Full Spectral Overlap to Enhanced Fluorescence Quenching Ability by Using Covalent Organic Frameworks as a Springboard of Quencher for the Turn-on Fluorescence Immunoassay

Anal Chem. 2024 Dec 22. doi: 10.1021/acs.analchem.4c03915. Online ahead of print.

Abstract

According to the fluorescence internal filtering effect (IFE), the more the absorption spectrum of the quencher overlaps with the excitation and emission spectra of the fluorescent substance, the better the quenching effect and, correspondingly, the more significant and sensitive the contrast becomes when the fluorescence is turned on.
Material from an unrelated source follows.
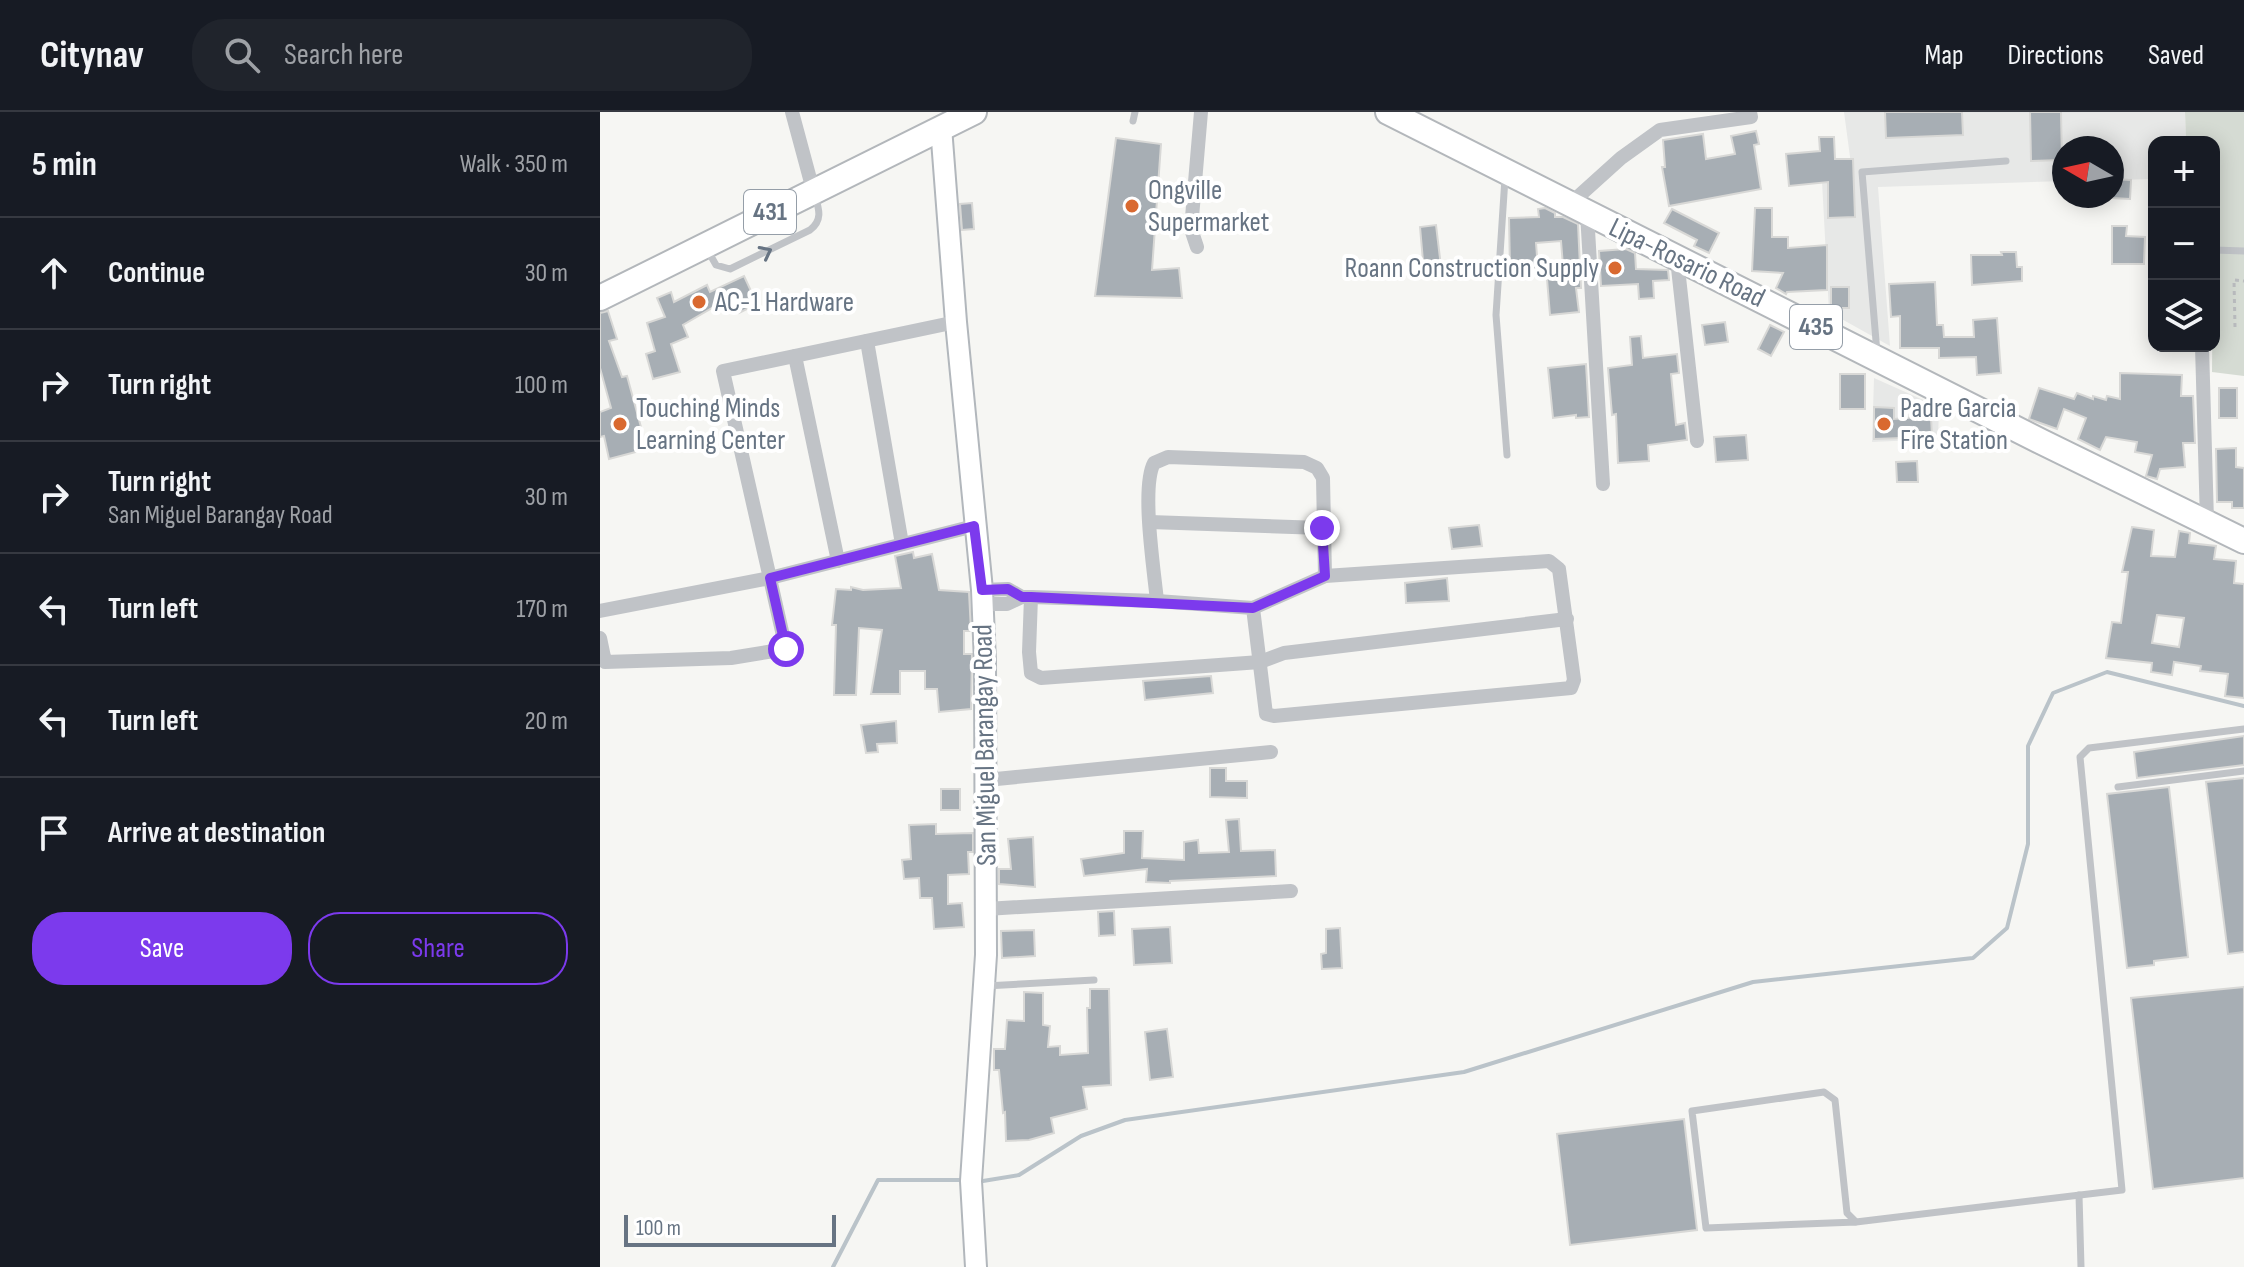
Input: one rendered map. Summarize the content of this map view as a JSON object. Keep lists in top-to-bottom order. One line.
{"streets":{"main road":["431","Lipa-Rosario Road","435"],"street":["San Miguel Barangay Road"]},"crossings":[["431","San Miguel Barangay Road"]],"places":["Ongville Supermarket","Roann Construction Supply","AC-1 Hardware","Touching Minds Learning Center","Padre Garcia Fire Station"],"scale_bar":"100 m","north":"left","page":{"header":"Citynav","search":"Search here","nav":["Map","Directions","Saved"],"heading":["5 min","Walk · 350 m"],"map_buttons":["+","−"],"list":[["Continue","30 m"],["Turn right","100 m"],["Turn right","San Miguel Barangay Road","30 m"],["Turn left","170 m"],["Turn left","20 m"],"Arrive at destination"],"buttons":["Save","Share"],"scale":"100 m"}}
Thus, in the competitive fluorescence-quenching lateral flow immunoassays (FQ-LFIAs), the fluorescence quencher with an outstanding optical property is of great importance. Herein, gold nanoparticles (AuNPs) and polydopamine (PDA) coengineered covalent organic frameworks (COF/Au@PDA) were synthesized as a fluorescence quencher to increase spectral overlap. Thanks to the excellent visible light absorption of COF with donor-acceptor (D-A) structure, the localized surface plasmon resonance (LSPR) capability of AuNPs, and the broad light absorption of the PDA layer, the COF/Au@PDA exhibits intense absorption and a full spectral overlap toward aggregation-induced emission luminous (AIE) dots. Thereafter, COF/Au@PDA, with its immense potential to completely quench the fluorescence of AIE dots through primary IFE and secondary IFE, was applied to a bimodal LFIA platform for verification with a nitrofurazone metabolite as a model analyte. As expected, the detection sensitivity of the COF/Au@PDA-based FQ-LFIA (turn-on) is improved by 6-fold compared with that of the colorimetric (CM)-LFIA (turn-off). Further, ChatGpt was used to improve the assay accuracy and sensitivity, utilizing its high sensitivity to subtle changes in LFIA signals, especially for weak signals that are indeterminate with the naked eye. This work offers a potential approach for building a high-performance fluorescence quencher in the FQ-LFIA and indicates the potential for the application of artificial intelligence in highly sensitive LFIAs.